Preussag Stahl AG, société de droit allemand, établie à Salzgitter (Allemagne),

Hoogovens Groep BV, société de droit néerlandais, établie à Ijmuiden (Pays-Bas),

représentées par Mes Jochim Sedemund et Frank Montag, avocats à Cologne et, en ce qui concerne Hoogovens Groep BV, par Me Eric Pijnacker Hordijk, avocat à Bruxelles, ayant élu domicile à Luxembourg en l'étude de Me Aloyse May, 31, Grand-rue,

parties requérantes,

contre

Commission des Communautés européennes, représentée par MM. Bernd Langeheine et Ben Smulders, membres du service juridique, en qualité d'agents, ayant élu domicile à Luxembourg auprès de M. Carlos Gómez de la Cruz, Centre Wagner, Kirchberg,

partie défenderesse,

soutenue par

Conseil de l'Union européenne, représenté par MM. Rüdiger Bandilla, directeur au service juridique, et Stephan Marquardt, administrateur au service juridique, en qualité d'agents, ayant élu domicile à Luxembourg auprès de M. Alessandro Morbilli, directeur général de la direction des affaires juridiques de la Banque européenne d'investissement, 100, boulevard Konrad Adenauer,

République italienne, représentée par M. Umberto Leanza, chef du service du contentieux diplomatique du ministère des Affaires étrangères, en qualité d'agent, assisté de M. Pier Giorgio Ferri, avvocato dello Stato, ayant élu domicile à Luxembourg au siège de l'ambassade d'Italie, 5, rue Marie-Adélaïde,

Ilva Laminati Piani SpA, société de droit italien, établie à Rome, représentée par Mes Aurelio Pappalardo, avocat au barreau de Trapani, et Massimo Merola, avocat au barreau de Rome, ayant élu domicile à Luxembourg en l'étude de Me Alain Lorang, 51, rue Albert 1er,

parties intervenantes,

ayant pour objet l'annulation de la décision 94/259/CECA de la Commission, du 12 avril 1994, concernant l'octroi par l'Italie d'aides d'État aux entreprises sidérurgiques du secteur public (groupe sidérurgique Ilva) (JO L 112, p. 64),

LE TRIBUNAL DE PREMIÈRE INSTANCE

DES COMMUNAUTÉS EUROPÉENNES (première chambre élargie),

composé de MM. A. Saggio, président, A. Kalogeropoulos, Mme V. Tiili, MM. A. Potocki et R. M. Moura Ramos, juges,

greffier: M. H. Jung,

vu la procédure écrite et à la suite de la procédure orale du 25 février 1997,

rend le présent

Arrêt

Cadre juridique

1.
    Le traité instituant la Communauté européenne du charbon et de l'acier (ci-après «traité») prohibe, en principe, les aides d'État à des entreprises sidérurgiques, en déclarant, en son article 4, sous c), incompatibles avec le marché commun du charbon et de l'acier et, en conséquence, interdites dans les conditions prévues audit traité, «les subventions ou aides accordées par les États ou les charges spéciales imposées par eux, sous quelque forme que ce soit».

2.
    L'article 95, premier et deuxième alinéas, du traité énonce: «Dans tous les cas non prévus au présent traité, dans lesquels une décision ou une recommandation de la Commission apparaît nécessaire pour réaliser dans le fonctionnement du marché commun du charbon et de l'acier et conformément aux dispositions de l'article 5 l'un des objets de la Communauté, tels qu'ils sont définis aux articles 2, 3 et 4, cette décision ou cette recommandation peut être prise sur avis conforme du Conseil, statuant à l'unanimité et après consultation du Comité consultatif CECA.

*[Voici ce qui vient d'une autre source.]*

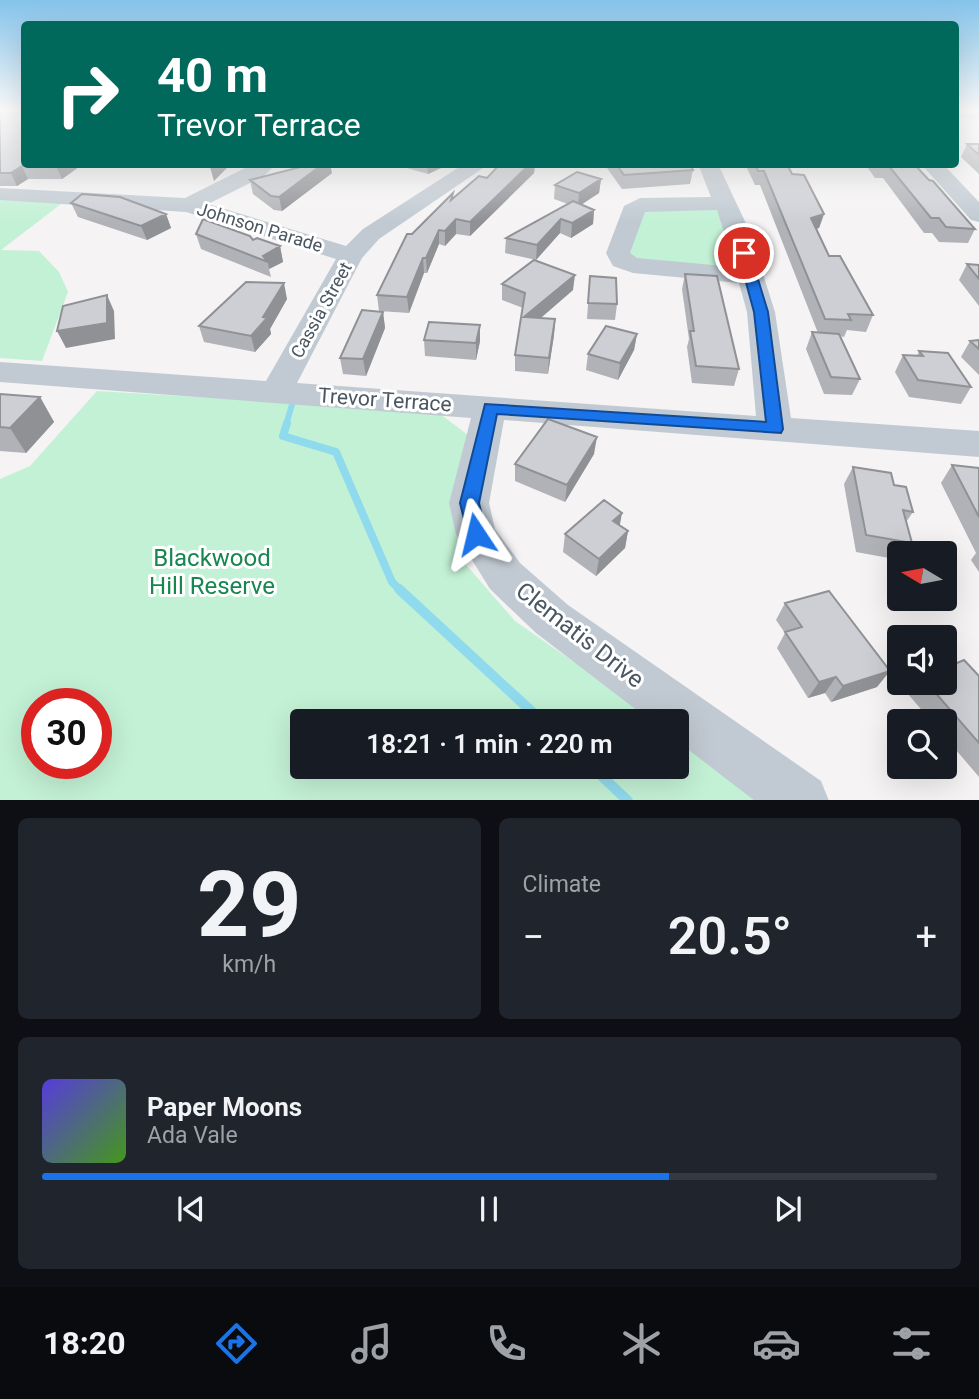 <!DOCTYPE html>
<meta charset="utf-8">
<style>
body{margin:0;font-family:Roboto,sans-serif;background:#20242c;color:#f1f3f6;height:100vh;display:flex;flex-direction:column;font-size:26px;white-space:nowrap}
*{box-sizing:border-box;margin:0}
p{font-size:23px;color:#9ea1a6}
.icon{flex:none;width:38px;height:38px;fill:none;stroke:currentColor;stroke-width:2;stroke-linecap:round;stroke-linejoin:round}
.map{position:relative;height:800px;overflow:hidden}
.sheet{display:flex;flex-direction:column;gap:18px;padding:18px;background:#0d0f14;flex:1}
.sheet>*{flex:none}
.top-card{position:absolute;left:21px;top:21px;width:938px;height:147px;border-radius:7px;box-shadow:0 7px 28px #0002;background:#00695c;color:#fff;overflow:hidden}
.needle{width:46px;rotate:280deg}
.fabs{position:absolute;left:887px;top:541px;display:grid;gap:14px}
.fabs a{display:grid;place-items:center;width:70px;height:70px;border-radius:7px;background:#171b24;box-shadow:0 7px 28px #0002;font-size:35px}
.speed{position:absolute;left:21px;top:688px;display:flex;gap:14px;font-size:35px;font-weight:700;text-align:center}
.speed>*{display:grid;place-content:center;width:91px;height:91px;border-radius:50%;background:#171b24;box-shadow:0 7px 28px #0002;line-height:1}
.speed .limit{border:10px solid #d22;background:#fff;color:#111}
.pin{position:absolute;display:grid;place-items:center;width:60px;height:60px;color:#fff;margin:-30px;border:4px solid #fff;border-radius:50%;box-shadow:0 2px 7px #0007}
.me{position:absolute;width:77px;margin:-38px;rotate:350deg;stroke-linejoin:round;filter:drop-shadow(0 0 5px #0008)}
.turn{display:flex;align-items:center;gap:24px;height:147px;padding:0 21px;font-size:32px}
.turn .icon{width:91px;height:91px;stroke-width:2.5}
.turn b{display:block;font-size:49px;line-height:60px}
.big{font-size:52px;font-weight:600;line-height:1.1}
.sheet .widget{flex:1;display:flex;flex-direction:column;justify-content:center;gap:10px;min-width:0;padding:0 24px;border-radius:10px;background:#20242c}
.sheet .dial{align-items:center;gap:0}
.dial b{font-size:91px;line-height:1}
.song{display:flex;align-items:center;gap:21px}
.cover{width:84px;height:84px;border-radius:10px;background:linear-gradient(135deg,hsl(250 70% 55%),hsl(100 70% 35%))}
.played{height:7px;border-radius:4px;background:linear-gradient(90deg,#1a73e8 70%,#363941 70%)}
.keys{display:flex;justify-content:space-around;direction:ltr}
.heat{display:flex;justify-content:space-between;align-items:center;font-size:38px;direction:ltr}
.sheet .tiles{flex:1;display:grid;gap:18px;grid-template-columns:1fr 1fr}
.widget:last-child{grid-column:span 2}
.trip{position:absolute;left:290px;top:709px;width:399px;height:70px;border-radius:7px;background:#171b24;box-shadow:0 7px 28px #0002;font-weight:600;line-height:70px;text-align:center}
.tabs{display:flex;height:112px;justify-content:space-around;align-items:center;background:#090b0e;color:#9ea1a6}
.tabs .icon{width:49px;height:49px}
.tabs .current{color:#1a73e8}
.tabs b{font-size:32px;color:#f1f3f6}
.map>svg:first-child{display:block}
</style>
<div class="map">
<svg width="979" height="801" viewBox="0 0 979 801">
<rect width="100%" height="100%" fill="#f5f3f3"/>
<path fill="#c3f1d5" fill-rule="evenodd" d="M5,197L65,201L1,250L39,251L59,272L68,292L42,361L0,358V200Z
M722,206L744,273L637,262L623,253L644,207Z
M97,391L436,411L468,435L455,506L461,559L515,621L659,721H303V766H677V734L772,800H0V479L30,466ZM37,704H96V763H37Z"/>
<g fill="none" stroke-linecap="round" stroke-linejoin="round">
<path stroke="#90daee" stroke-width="6" d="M286,425L294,398"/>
<path stroke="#90daee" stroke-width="8" d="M287,423L283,436L336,452L392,582L401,591"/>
<path stroke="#90daee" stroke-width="10" d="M399,589L542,721
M591,766L628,801"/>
<path fill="#c1cad2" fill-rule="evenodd" d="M956,110H979V119L956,118Z
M253,164H276L264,176L208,204L346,246L363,229L464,164H489L379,239L362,258L297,383L756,416L747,312L739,283L633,273L613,266L606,253L624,206L640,198L711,197L698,164H718L749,230L775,312L791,418L979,431V457L504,420L489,503L495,529L520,563L568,605L821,781L829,801H755L677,741V721H651L536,633L490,589L456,534L449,503L471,418L0,382V362L266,381L336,259L186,212L0,200V188L185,198ZM717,210L735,267L637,258L630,253L645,212Z
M921,164H943L979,202V222L971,220Z"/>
</g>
<path fill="#b0b2b7" d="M0,110H24V164H83L62,179H28L17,186H0V112L21,113V111Z
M967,144H979V174L961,157Z
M402,164H443L441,168L428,174L403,167Z
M500,164H535L534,173L470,236L456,234L445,246L439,244L427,273H424L409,313L379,311L377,295L412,234L487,178Z
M607,164H690L693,170L690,184L622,189L607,168Z
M745,164H787L792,174L824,214L819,228L816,229L829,256L873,315L866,332L847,330L844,337L840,336L860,379L852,395L824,394L806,349L812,332L818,333L760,185H755Z
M865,164H914L975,229L968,243L939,242L932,233H924L883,178H875Z
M332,173L282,211L274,210L253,194L250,180Z
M601,179L599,193L581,204L594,210L593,224L571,238L560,233L536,260L505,253L506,238L568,204L554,199L555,185Z
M71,203L166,214L171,228L147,240L78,217Z
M196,234L253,240L280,246L283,262L269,269L271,277L201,249Z
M967,264L979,265V306L959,280Z
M685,274L739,369L734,386L692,383L687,347L689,339L682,289Z
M590,276L617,304L615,320L587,319Z
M502,284L573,290L541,318L555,319L554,335L548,374L515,371V355L523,308L502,300Z
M287,299L270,329L271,334L255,352L204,342L199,326Z
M383,312L385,328L366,376L343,374L340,358Z
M637,334L634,350L618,380L586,370L588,354Z
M424,340L480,341L476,360L425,356Z
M979,340V375L961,357L970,341Z
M919,351L971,387L961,404L909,397L895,372L903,355L917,356Z
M0,394L40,397L54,422L26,453L0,451Z
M594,454L565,502L515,481V464Z
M952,465L979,468V572L971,560L976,553L941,483Z
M853,467L894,485L913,512L906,522L912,543L905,553H900V560L856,552L844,484Z
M620,525L628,531L625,548L596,576L563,552L565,534Z
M785,603L877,687L831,702L825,693L808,698L777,648L785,633L776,620Z
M979,676V777L945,737V721H931L908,694L918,682H945Z"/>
<path fill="#909195" d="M58,164H83L62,179L56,166Z
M213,164H231L214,181L210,167Z
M323,164H330L332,173L282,211L279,197Z
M427,164H443L441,168L428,174Z
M530,164H535L534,173L470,236V222Z
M22,166L28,179L17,186L11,173Z
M601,179L599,193L578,207L579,193Z
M594,210L593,224L571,238L572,223Z
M166,214L171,228L147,240L141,226Z
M824,214L819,228L806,232L811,218Z
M456,219V234L445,246V231Z
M561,219L560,233L536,260L537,245Z
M439,230V244L427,273L426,258Z
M280,246L283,262L269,269L268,262L263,256Z
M423,258L424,273L409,313L407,297Z
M575,275L573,290L523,333L524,317Z
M284,283L287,299L270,329L271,334L255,352L251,336Z
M107,295L114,311L115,339L66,348L57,331Z
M383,312L385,328L366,376L363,359Z
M555,319L554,335L548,374L549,358Z
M480,325V341L476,360V343Z
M637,334L634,350L618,380L620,363Z
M40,397L54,422L26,453L10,428Z
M597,437L594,454L565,502L567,485Z
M622,513L619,530L613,521Z
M628,531L625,548L596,576L599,559Z
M890,671L877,687L831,702L843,686Z
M836,677L825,693L808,698L819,682Z"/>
<path fill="#cdcfd5" stroke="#909195" stroke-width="2" d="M21,110H24V164H58L56,166H22L11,173H0V112L21,113Z
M967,144H979V155Z
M312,164H323L279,197L271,196L250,180Z
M500,164H530L470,222L456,219L445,231L439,230L426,258H423L407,297L377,295L407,234H412L453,193L451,200L479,176L487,178Z
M616,164H690L693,170L624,175Z
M755,164H787L792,174L804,175L824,214L811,218L829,256H840L873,315L848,314L851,320L825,319L764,171H758Z
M884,164H914L929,180L933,181L975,229L946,227L939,218H931L888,165Z
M577,172L601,179L579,193L555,185Z
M82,194L120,197L166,214L141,226L71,203Z
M573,201L594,210L572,223L561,219L537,245L506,238Z
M203,219L250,236L253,240L257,238L280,246L263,256L268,262L196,234Z
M534,260L575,275L524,317L555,319L549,358L515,355L525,293L502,284Z
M967,264L979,265V279Z
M685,274L717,276L739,369L696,366L690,331H694Z
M590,276L616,278L617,304L588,303Z
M246,282L284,283L263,317L267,318L251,336L199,326Z
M107,295V323L57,331L63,306Z
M362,310L383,312L363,359L340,358Z
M429,322L480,325L476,343L424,340Z
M606,326L637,334L620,363L588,354Z
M812,332L839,334L860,379L831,377Z
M979,340V349L970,341Z
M919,351L948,353L971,387L918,380L903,355L923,356Z
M0,394L40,397L10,428L0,427Z
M548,419L597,437L567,485L515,464Z
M952,465L979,468V517Z
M853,467L891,473L894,485L906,487L913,512L903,510L912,543L866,535Z
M604,500L622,513L613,521L628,531L599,559L565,534Z
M829,591L890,671L843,686L836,677L819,682L785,632L802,627L785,603Z
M964,660L979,676V743L926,682H945V668Z"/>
<linearGradient id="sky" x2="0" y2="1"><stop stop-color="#85c3ea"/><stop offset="0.5" stop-color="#fafafa"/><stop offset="1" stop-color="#fafafa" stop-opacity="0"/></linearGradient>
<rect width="979" height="222" fill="url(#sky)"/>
<path fill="#1a73e8" stroke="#114b97" stroke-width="2" d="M744,249L750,253L768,312L783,429L781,433L497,414L479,503L486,534L483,539H469L460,503L485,404L766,422L754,312L738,253Z"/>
<g text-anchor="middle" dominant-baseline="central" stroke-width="6" stroke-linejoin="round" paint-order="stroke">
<g font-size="18" fill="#4a5661" stroke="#fff">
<text transform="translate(260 227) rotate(17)">Johnson Parade</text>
<text transform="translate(321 310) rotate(-61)">Cassia Street</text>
</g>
<g font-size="21" fill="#4a5661" stroke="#fff">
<text transform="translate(385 400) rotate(4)">Trevor Terrace</text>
</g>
<g font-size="24" fill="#17864f" stroke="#fff">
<text x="212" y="558">Blackwood<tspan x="212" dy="28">Hill Reserve</tspan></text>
</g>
<g font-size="24" fill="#4a5661" stroke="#fff">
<text transform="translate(580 635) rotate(38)">Clematis Drive</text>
</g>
</g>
</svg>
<div class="fabs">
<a><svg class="needle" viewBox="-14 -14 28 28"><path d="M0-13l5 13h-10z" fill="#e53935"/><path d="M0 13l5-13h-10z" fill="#9ea1a6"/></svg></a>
<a><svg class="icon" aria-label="sound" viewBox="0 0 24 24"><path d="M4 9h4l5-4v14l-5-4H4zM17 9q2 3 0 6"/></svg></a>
<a><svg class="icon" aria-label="search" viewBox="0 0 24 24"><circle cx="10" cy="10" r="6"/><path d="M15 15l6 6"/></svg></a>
</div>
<div class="speed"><div class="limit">30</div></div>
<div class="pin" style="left:744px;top:253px;background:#d93025"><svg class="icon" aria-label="arrive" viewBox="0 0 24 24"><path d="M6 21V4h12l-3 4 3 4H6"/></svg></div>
<svg class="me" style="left:476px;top:534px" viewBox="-20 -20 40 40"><path d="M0-17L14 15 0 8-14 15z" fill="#1a73e8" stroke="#fff" stroke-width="4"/></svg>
<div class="trip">18:21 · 1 min · 220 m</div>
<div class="top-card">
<div class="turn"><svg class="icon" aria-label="right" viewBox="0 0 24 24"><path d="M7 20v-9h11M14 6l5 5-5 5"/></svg><div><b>40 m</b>Trevor Terrace</div></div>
</div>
</div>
<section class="sheet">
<div class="tiles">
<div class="widget dial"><b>29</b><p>km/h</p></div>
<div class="widget"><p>Climate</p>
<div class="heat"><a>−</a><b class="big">20.5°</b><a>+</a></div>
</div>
<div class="widget">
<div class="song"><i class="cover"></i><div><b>Paper Moons</b><p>Ada Vale</p></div></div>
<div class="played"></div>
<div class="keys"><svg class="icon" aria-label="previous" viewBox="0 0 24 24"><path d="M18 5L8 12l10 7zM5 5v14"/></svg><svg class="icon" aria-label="pause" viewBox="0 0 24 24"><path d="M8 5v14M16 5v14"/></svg><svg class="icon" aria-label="next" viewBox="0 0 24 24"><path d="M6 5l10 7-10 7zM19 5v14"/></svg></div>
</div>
</div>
</section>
<nav class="tabs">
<b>18:20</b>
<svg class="icon current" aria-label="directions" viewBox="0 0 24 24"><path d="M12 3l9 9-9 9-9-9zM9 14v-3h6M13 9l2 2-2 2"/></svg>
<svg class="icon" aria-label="music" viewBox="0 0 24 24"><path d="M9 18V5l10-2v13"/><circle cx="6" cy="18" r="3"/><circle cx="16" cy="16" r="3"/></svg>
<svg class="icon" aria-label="phone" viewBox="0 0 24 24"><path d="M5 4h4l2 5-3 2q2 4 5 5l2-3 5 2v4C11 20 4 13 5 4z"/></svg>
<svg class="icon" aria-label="climate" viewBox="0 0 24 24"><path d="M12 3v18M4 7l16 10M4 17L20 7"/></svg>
<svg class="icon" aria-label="car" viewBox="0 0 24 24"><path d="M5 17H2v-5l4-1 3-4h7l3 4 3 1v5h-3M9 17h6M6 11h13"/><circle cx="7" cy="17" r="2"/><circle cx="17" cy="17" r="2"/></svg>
<svg class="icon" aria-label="filters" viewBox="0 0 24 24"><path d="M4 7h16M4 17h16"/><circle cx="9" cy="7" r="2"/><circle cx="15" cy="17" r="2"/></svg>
</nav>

    La même décision ou recommandation, prise dans la même forme, détermine éventuellement les sanctions applicables.»

3.
    Afin de répondre aux exigences de la restructuration du secteur de la sidérurgie, la Commission s'est fondée sur les dispositions précitées de l'article 95 du traité pour mettre en place, à partir du début des années 80, un régime communautaire des aides autorisant l'octroi d'aides d'État à la sidérurgie dans certains cas limitativement énumérés. Ce régime a fait l'objet d'adaptations successives, en vue de faire face aux difficultés conjoncturelles de l'industrie sidérurgique. C'est ainsi que le code communautaire des aides à la sidérurgie en vigueur durant la période considérée dans la présente espèce est le cinquième de la série et a été instauré par la décision n° 3855/91/CECA de la Commission, du 27 novembre 1991, instituant des règles communautaires pour les aides à la sidérurgie (JO L 362, p. 57, ci-après «code des aides»). Il ressort de ses considérants qu'il institue, tout comme les codes précédents, un système communautaire destiné à couvrir des aides, spécifiques ou non, accordées par les États sous quelque forme que ce soit. Ce code n'autorise ni les aides au fonctionnement ni les aides à la restructuration, sauf lorsqu'il s'agit d'aides à la fermeture.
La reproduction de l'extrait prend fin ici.